According to Moore, an inebriated Riggins accosted McKenzie and Moore as they were walking down Candler Road and attempted to choke Moore. McKenzie and Moore then went to a food store across the street, where a man known as T.C. learned what had happened. According to Eric Green, who also testified as a defense witness, McKenzie, Moore, and T.C. then went back across the street, where T.C. struck Riggins and caused him to fall to the ground.

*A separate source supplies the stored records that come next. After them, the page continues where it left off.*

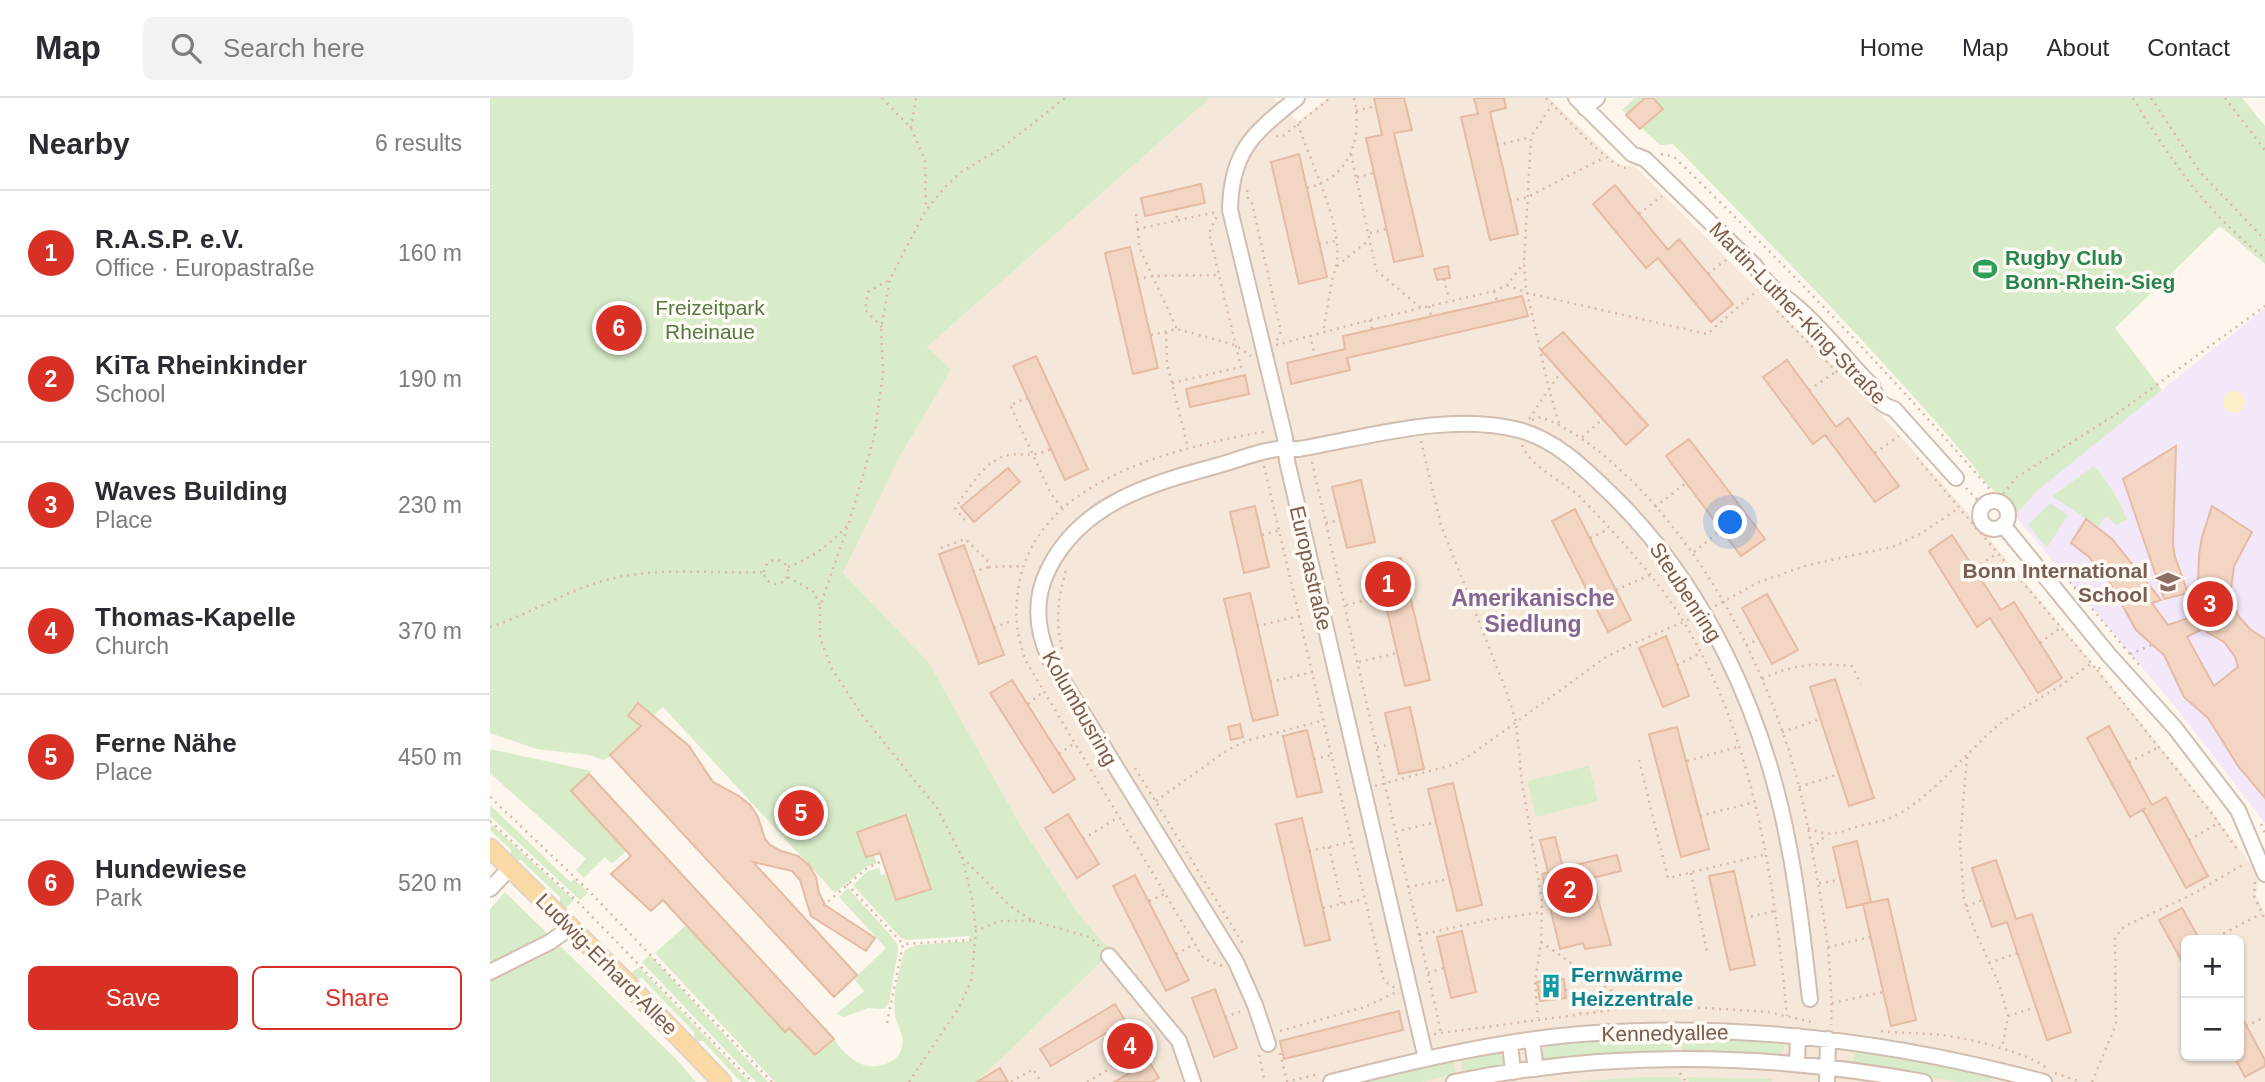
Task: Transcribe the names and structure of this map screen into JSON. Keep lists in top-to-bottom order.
{
  "streets": {
    "main road": ["Ludwig-Erhard-Allee"],
    "street": [
      "Martin-Luther-King-Straße",
      "Europastraße",
      "Steubenring",
      "Kolumbusring",
      "Kennedyallee"
    ]
  },
  "crossings": [
    ["Europastraße", "Steubenring"],
    ["Europastraße", "Kolumbusring"],
    ["Europastraße", "Kennedyallee"],
    ["Steubenring", "Kolumbusring"]
  ],
  "districts": ["Amerikanische Siedlung"],
  "parks": ["Freizeitpark Rheinaue"],
  "places": {
    "sports": ["Rugby Club Bonn-Rhein-Sieg"],
    "school or university": ["Bonn International School"],
    "building": ["Fernwärme Heizzentrale"]
  },
  "page": {
    "header": "Map",
    "search": "Search here",
    "nav": [
      "Home",
      "Map",
      "About",
      "Contact"
    ],
    "heading": ["Nearby", "6 results"],
    "list": [
      {
        "mark": "1",
        "name": "R.A.S.P. e.V.",
        "note": "Office · Europastraße",
        "value": "160 m"
      },
      {
        "mark": "2",
        "name": "KiTa Rheinkinder",
        "note": "School",
        "value": "190 m"
      },
      {
        "mark": "3",
        "name": "Waves Building",
        "note": "Place",
        "value": "230 m"
      },
      {
        "mark": "4",
        "name": "Thomas-Kapelle",
        "note": "Church",
        "value": "370 m"
      },
      {
        "mark": "5",
        "name": "Ferne Nähe",
        "note": "Place",
        "value": "450 m"
      },
      {
        "mark": "6",
        "name": "Hundewiese",
        "note": "Park",
        "value": "520 m"
      }
    ],
    "pins": [
      "6",
      "1",
      "3",
      "5",
      "2",
      "4"
    ],
    "map_buttons": ["+", "−"],
    "buttons": ["Save", "Share"]
  }
}
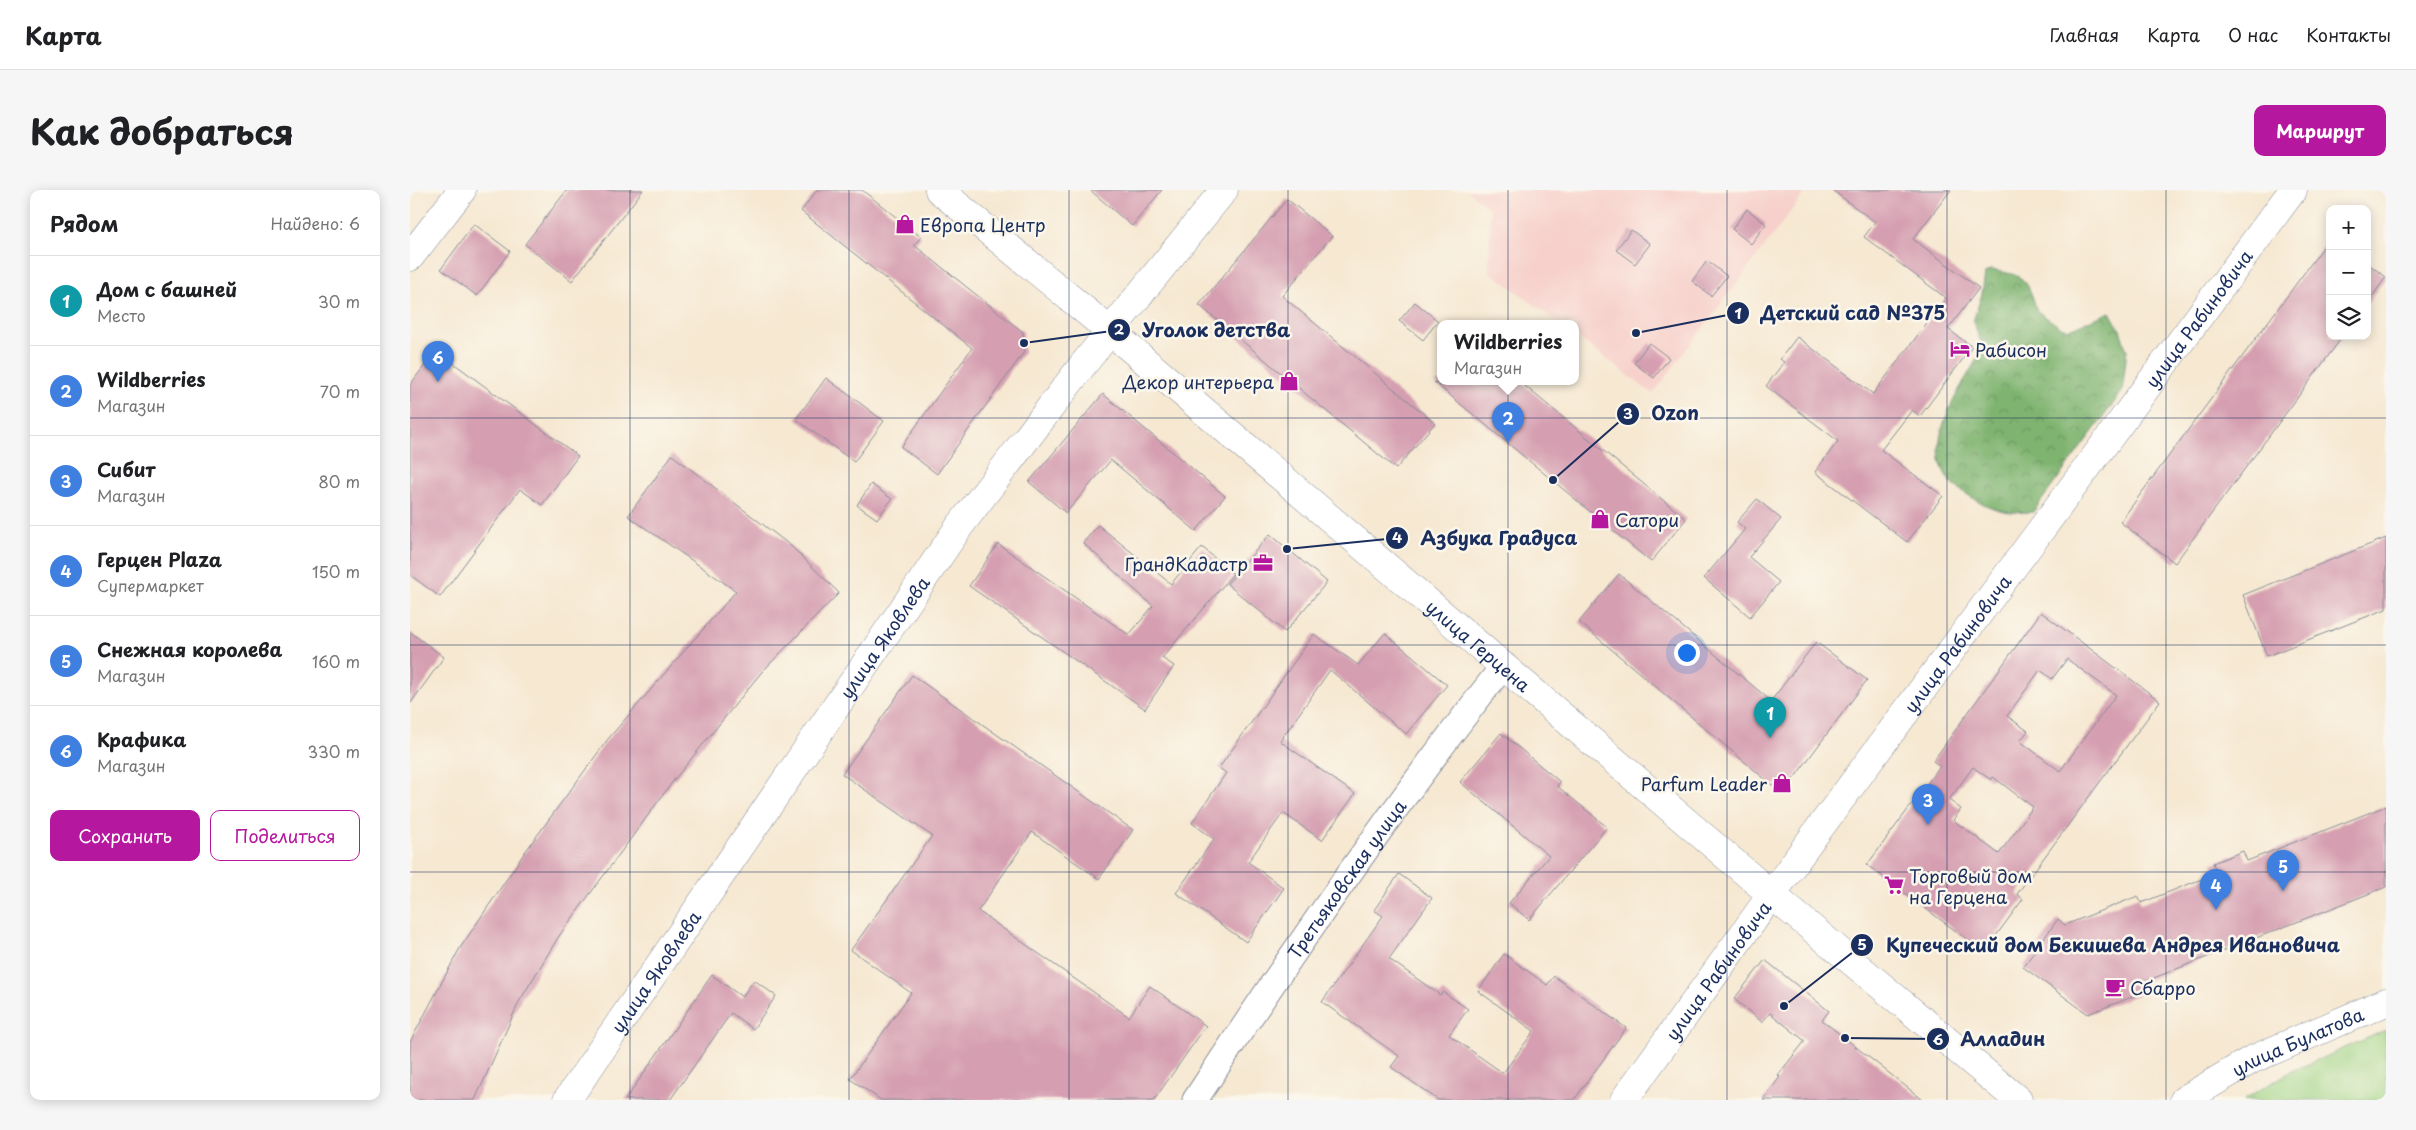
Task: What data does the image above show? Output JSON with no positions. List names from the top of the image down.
{
  "streets": {
    "street": [
      "улица Рабиновича",
      "улица Яковлева",
      "улица Герцена",
      "Третьяковская улица",
      "улица Булатова"
    ]
  },
  "crossings": [
    ["улица Рабиновича", "улица Герцена"],
    ["улица Яковлева", "улица Герцена"],
    ["улица Герцена", "Третьяковская улица"]
  ],
  "places": {
    "shop": [
      "Европа Центр",
      "Декор интерьера",
      "Сатори",
      "Parfum Leader"
    ],
    "other": [
      "Детский сад №375",
      "Уголок детства",
      "Ozon",
      "Азбука Градуса",
      "Купеческий дом Бекишева Андрея Ивановича",
      "Алладин"
    ],
    "hotel": ["Рабисон"],
    "office": ["ГрандКадастр"],
    "supermarket": ["Торговый дом на Герцена"],
    "cafe": ["Сбарро"]
  },
  "page": {
    "header": "Карта",
    "nav": [
      "Главная",
      "Карта",
      "О нас",
      "Контакты"
    ],
    "title": "Как добраться",
    "buttons": [
      "Маршрут",
      ["Сохранить", "Поделиться"]
    ],
    "heading": ["Рядом", "Найдено: 6"],
    "map_buttons": ["+", "−"],
    "list": [
      {
        "mark": "1",
        "name": "Дом с башней",
        "note": "Место",
        "value": "30 m"
      },
      {
        "mark": "2",
        "name": "Wildberries",
        "note": "Магазин",
        "value": "70 m"
      },
      {
        "mark": "3",
        "name": "Сибит",
        "note": "Магазин",
        "value": "80 m"
      },
      {
        "mark": "4",
        "name": "Герцен Plaza",
        "note": "Супермаркет",
        "value": "150 m"
      },
      {
        "mark": "5",
        "name": "Снежная королева",
        "note": "Магазин",
        "value": "160 m"
      },
      {
        "mark": "6",
        "name": "Крафика",
        "note": "Магазин",
        "value": "330 m"
      }
    ],
    "popup": ["Wildberries", "Магазин"],
    "pins": [
      "6",
      "2",
      "1",
      "3",
      "5",
      "4"
    ]
  }
}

One of the investigating police officers, testifying as a state's witness, denied that Riggins was noticeably intoxicated after the incident, although the officer acknowledged that Riggins emitted a faint odor of an alcoholic beverage. Although McKenzie did not appear as a witness at trial, the investigating officer testified to a custodial statement by McKenzie to the officer consistent with the defense witnesses' trial testimony.
1. McKenzie charges the trial court with an abuse of discretion in refusing to allow him to present evidence that, months after the subject incident, Riggins died of chronic ethanol abuse.
At trial, McKenzie sought to admit this evidence to establish that Riggins's death was not related to injuries he received in this incident and to show that his inebriated state made him more susceptible to being knocked out by a single blow.[1] As noted by *144 the trial court, however, the jury was informed of a stipulation by the parties that Riggins's death was not related to this incident. Moreover, Riggins's inebriated condition was irrelevant to McKenzie's defense, which was that another individual had perpetrated the crime. The trial court thus did not abuse its discretion in finding evidence as to Riggins's alcoholism and cause of death irrelevant and thus inadmissible.
2. In reliance on Brodes v. State,[2] McKenzie contends that the trial court erred in instructing the jurors that they were authorized to consider a witness's intelligence in determining his or her credibility.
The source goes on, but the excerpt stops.